Stored data:
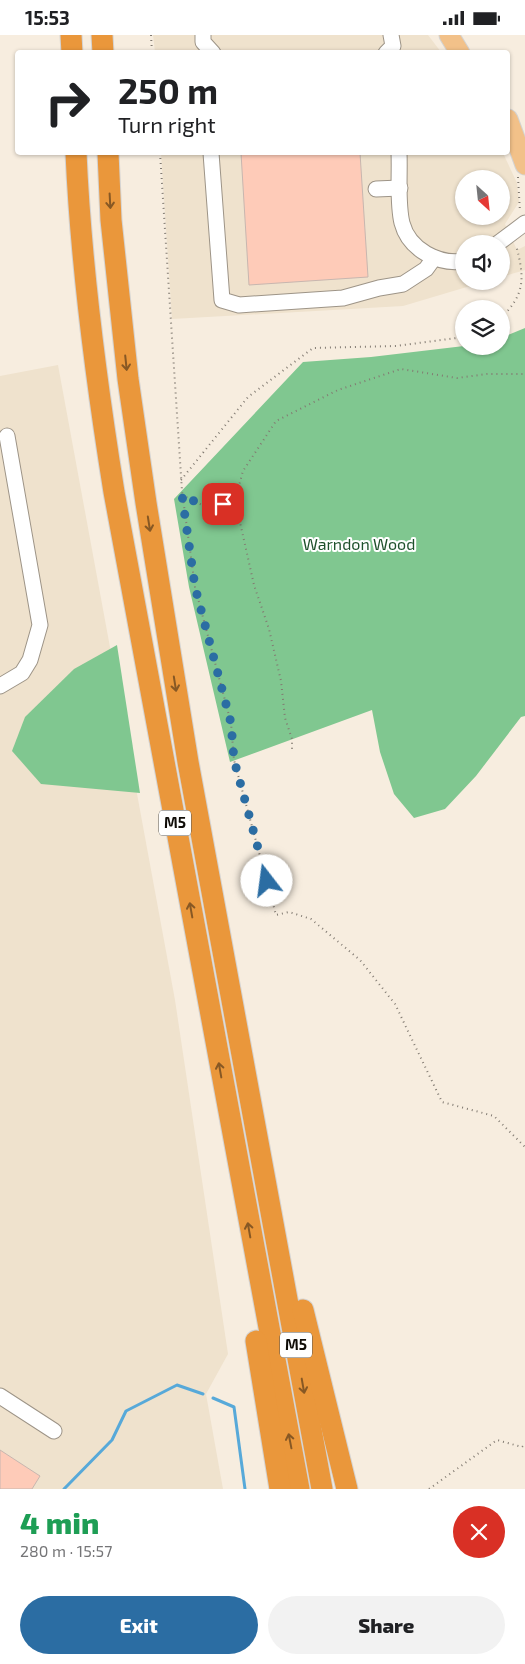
<!DOCTYPE html>
<html lang="en">
<head>
<meta charset="utf-8">
<style>
  body { margin:0; font-family:"Exo 2",sans-serif; background:#f2f2f2; color:#202124; height:100vh; display:flex; flex-direction:column; font-size:19px; white-space:nowrap }
  * { box-sizing:border-box; margin:0 }
  p { font-size:16px; color:#757577 }
  .icon { flex:none; width:28px; height:28px; fill:none; stroke:currentColor; stroke-width:2; stroke-linecap:round; stroke-linejoin:round }
  .map { position:relative; height:1454px; overflow:hidden }
  .sheet { display:flex; flex-direction:column; background:#fff; flex:1 }
  .sheet>* { flex:none }
  .banner { position:absolute; left:15px; top:15px; width:495px; height:105px; border-radius:5px; box-shadow:0 1px 4px #0004; background:#fff; color:#202124; overflow:hidden }
  .needle { width:32px; rotate:153deg }
  .buttons { position:absolute; left:455px; top:135px; display:grid; gap:10px }
  .buttons a { display:grid; place-items:center; width:55px; height:55px; border-radius:50%; background:#fff; box-shadow:0 1px 4px #0004; font-size:25px }
  .pin { position:absolute; display:grid; place-items:center; width:42px; height:42px; color:#fff; margin:-21px; border-radius:10px; box-shadow:0 2px 8px #0006 }
  .me { position:absolute; width:55px; margin:-28px; rotate:345deg; stroke-linejoin:round; filter:drop-shadow(0 0 4px #0008) }
  .turn { display:flex; align-items:center; gap:18px; height:105px; padding:0 20px; font-size:22px }
  .turn .icon { width:65px; height:65px; stroke-width:2.5 }
  .turn b { display:block; font-size:35px; line-height:42px }
  .round { display:grid; place-items:center; flex:none; width:52px; height:52px; border-radius:26px; background:#f2f2f2 }
  .summary { display:flex; align-items:center; justify-content:space-between; height:85px; padding:0 20px }
  h1 { font-size:30px; font-weight:800; line-height:38px; color:#1e9e55 }
  .button { display:flex; gap:10px; margin-top:auto; padding:10px 20px }
  .button a { flex:1; height:58px; border-radius:30px; background:#2b6da3; color:#fff; font-size:20px; font-weight:800; line-height:58px; text-align:center }
  .button a+a { background:#f2f2f2; color:#202124 }
  .status { display:flex; justify-content:space-between; align-items:center; height:35px; padding:0 25px; background:#fff; direction:ltr }
  .status svg { height:14px; fill:currentColor }
  .map>svg:first-child { display:block }
  .built { fill:#efe2cd; fill-rule:evenodd }
  .forest { fill:#80c790 }
  .lines { fill:none; stroke-linecap:round; stroke-linejoin:round }
  .stream { stroke:#57a9d9; stroke-width:3 }
  .building { fill:#fecbb8; stroke:#c7b6af }
  .minor-casing { stroke:#9d9487; stroke-width:17 }
  .major-casing { stroke:#d4d3d2; stroke-width:21 }
  .highway-casing { stroke:#d4d3d2; stroke-width:23 }
  .path { stroke:#827b72; stroke-width:2; stroke-dasharray:1 4; stroke-linecap:butt }
  .minor { stroke:#fff; stroke-width:15 }
  .major { stroke:#f2c189; stroke-width:19 }
  .highway { stroke:#ea973b; stroke-width:21 }
  .oneway { stroke:#875824 }
  .route { stroke:#2b6da3; stroke-width:9; stroke-dasharray:0 16.2 }
  .labels { text-anchor:middle; stroke-width:4; stroke-linejoin:round; paint-order:stroke }
  .shield { fill:#fff; stroke:#575551; stroke-width:1 }
  .shield-label { font-size:15px; font-weight:bold; fill:#0f0c07 }
  .park-label { font-size:16px; fill:#1e512c; stroke:#fff }
</style>
</head>
<body>
<div class="status"><b>15:53</b><svg viewBox="0 0 49 12"><path d="M0 12V9h3v3zM5 12V6h3v6zM10 12V3h3v9zM15 12V0h3v12zM26 1h20v11H26zM47 4h2v5h-2z"/></svg></div>
<div class="map">
<svg width="525" height="1454" viewBox="0 0 525 1454">
  <rect width="100%" height="100%" fill="#f7eddf"/>
  <g class="built">
    <polygon points="153,0 428,0 441,17 155,17"/>
    <path d="M 161,118 L 503,118 L 517,148 L 519,167 L 505,189 L 517,215 L 525,211 L 525,235 L 501,242 L 501,209 L 464,209 L 464,246 L 487,246 L 403,271 L 172,284 ZM 464,144 L 501,144 L 501,181 L 464,181 Z"/>
    <polygon points="58,330 175,965 228,1319 206,1359 223,1454 0,1454 0,341"/>
  </g>
  <g class="forest">
    <polygon points="525,293 525,681 521,682 476,741 445,774 414,783 394,759 380,717 372,675 230,727 189,552 174,464 303,327 371,322 464,311 501,311 501,303"/>
    <polygon points="117,610 140,758 41,749 12,716 25,682 74,634"/>
  </g>
  <g class="lines">
    <g class="stream">
      <polyline points="213,1363 234,1372 245,1454"/>
      <polyline points="64,1454 112,1405 126,1376 177,1350 203,1359"/>
    </g>
  </g>
  <g class="building">
    <polygon points="241,118 360,118 368,242 249,250"/>
    <polygon points="0,1415 40,1441 32,1454 0,1454"/>
  </g>
  <g class="lines">
    <defs>
      <g id="minor">
        <polyline points="203,0 203,7 213,18"/>
        <polyline points="386,18 393,11 391,0"/>
        <polyline points="211,118 222,265 239,270 343,263 379,253 403,249 426,234 434,223"/>
        <path d="M 399,118 C 400,139 397,168 402,188 C 409,215 439,230 464,226"/>
        <polyline points="376,154 400,153"/>
        <polyline points="497,209 525,188"/>
        <polyline points="0,651 22,638 30,625 40,590 7,401"/>
        <polyline points="0,1361 54,1396"/>
      </g>
      <g id="major">
        <polyline points="449,0 460,18"/>
        <polyline points="508,84 525,130"/>
      </g>
      <g id="highway">
        <polyline points="71,0 72,18"/>
        <polyline points="102,0 103,18"/>
        <path d="M 76,118 C 81,232 96,345 114,457 L 299,1454"/>
        <polyline points="108,118 111,185 128,344 146,468 188,727 322,1454"/>
        <polyline points="303,1275 347,1454"/>
        <polyline points="256,1306 280,1454"/>
      </g>
    </defs>
    <use href="#minor" class="minor-casing"/>
    <use href="#major" class="major-casing"/>
    <use href="#highway" class="highway-casing"/>
    <g class="path">
      <polyline points="151,0 152,18"/>
      <polyline points="160,118 182,456 195,552 231,688 234,725 276,880 289,877 311,884 360,925 395,969 442,1067 494,1081 525,1112"/>
      <polyline points="518,142 520,177"/>
      <path d="M 501,283 C 525,259 525,244 516,210"/>
      <polyline points="181,445 248,362 313,313 396,311 464,302"/>
      <polyline points="182,460 210,474 235,465 243,436 276,386 338,355 401,334 457,343 487,339 525,339"/>
      <polyline points="235,465 254,550 269,594 281,646 285,683 292,704 292,717"/>
      <polyline points="429,1454 497,1405 522,1412 525,1409"/>
    </g>
    <use href="#minor" class="minor"/>
    <use href="#major" class="major"/>
    <use href="#highway" class="highway"/>
  </g>
  <defs><path id="oneway-shaft" d="M-6 0H5M1.5-3L5.5 0L1.5 3" fill="none" stroke-width="1.6" stroke-linecap="round" stroke-linejoin="round" transform="scale(1.25)"/></defs>
  <g class="oneway">
    <use href="#oneway-shaft" transform="translate(110 166) rotate(87)"/>
    <use href="#oneway-shaft" transform="translate(126 328) rotate(84)"/>
    <use href="#oneway-shaft" transform="translate(149 489) rotate(81)"/>
    <use href="#oneway-shaft" transform="translate(175 649) rotate(81)"/>
    <use href="#oneway-shaft" transform="translate(191 875) rotate(-100)"/>
    <use href="#oneway-shaft" transform="translate(220 1035) rotate(-100)"/>
    <use href="#oneway-shaft" transform="translate(249 1195) rotate(-100)"/>
    <use href="#oneway-shaft" transform="translate(303 1351) rotate(80)"/>
    <use href="#oneway-shaft" transform="translate(290 1406) rotate(-101)"/>
  </g>
  <g class="lines">
    <polyline class="route" points="223,469 210,474 182,460 195,552 231,688 234,725 267,846"/>
  </g>
  <g class="labels">
    <g class="shield">
      <rect x="159" y="775.5" width="32" height="25" rx="4"/>
      <rect x="280" y="1297.5" width="32" height="25" rx="4"/>
    </g>
    <g class="shield-label">
      <text x="175" y="793">M5</text>
      <text x="296" y="1315">M5</text>
    </g>
    <g class="park-label">
      <text x="359" y="515">Warndon Wood</text>
    </g>
  </g>
</svg>
<div class="buttons">
<a><svg class="needle" viewBox="-14 -14 28 28"><path d="M0-13l5 13h-10z" fill="#e53935"/><path d="M0 13l5-13h-10z" fill="#757577"/></svg></a>
<a><svg class="icon" aria-label="sound" viewBox="0 0 24 24"><path d="M4 9h4l5-4v14l-5-4H4zM17 9q2 3 0 6"/></svg></a>
<a><svg class="icon" aria-label="layers" viewBox="0 0 24 24"><path d="M12 4l9 5-9 5-9-5zM3 14l9 5 9-5"/></svg></a>
</div>
<div class="pin" style="left:223px;top:469px;background:#d93025"><svg class="icon" aria-label="arrive" viewBox="0 0 24 24"><path d="M6 21V4h12l-3 4 3 4H6"/></svg></div>
<svg class="me" style="left:267px;top:846px" viewBox="-20 -20 40 40"><circle r="19" fill="#fff"/><path d="M0-13L10 11 0 6-10 11z" fill="#2b6da3"/></svg>
<div class="banner">
<div class="turn"><svg class="icon" aria-label="right" viewBox="0 0 24 24"><path d="M7 20v-9h11M14 6l5 5-5 5"/></svg><div><b>250 m</b>Turn right</div></div>
</div>
</div>
<section class="sheet">
<div class="summary"><div><h1>4 min</h1><p>280 m · 15:57</p></div><a class="round" style="background:#d93025;color:#fff"><svg class="icon" aria-label="close" viewBox="0 0 24 24"><path d="M6 6l12 12M18 6L6 18"/></svg></a></div>
<div class="button"><a>Exit</a><a>Share</a></div>
</section>
</body>
</html>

» Activity: Go through the entries above, and wherever a line holds the word "route", copy that line.

» Output:
  .route { stroke:#2b6da3; stroke-width:9; stroke-dasharray:0 16.2 }
    <polyline class="route" points="223,469 210,474 182,460 195,552 231,688 234,725 267,846"/>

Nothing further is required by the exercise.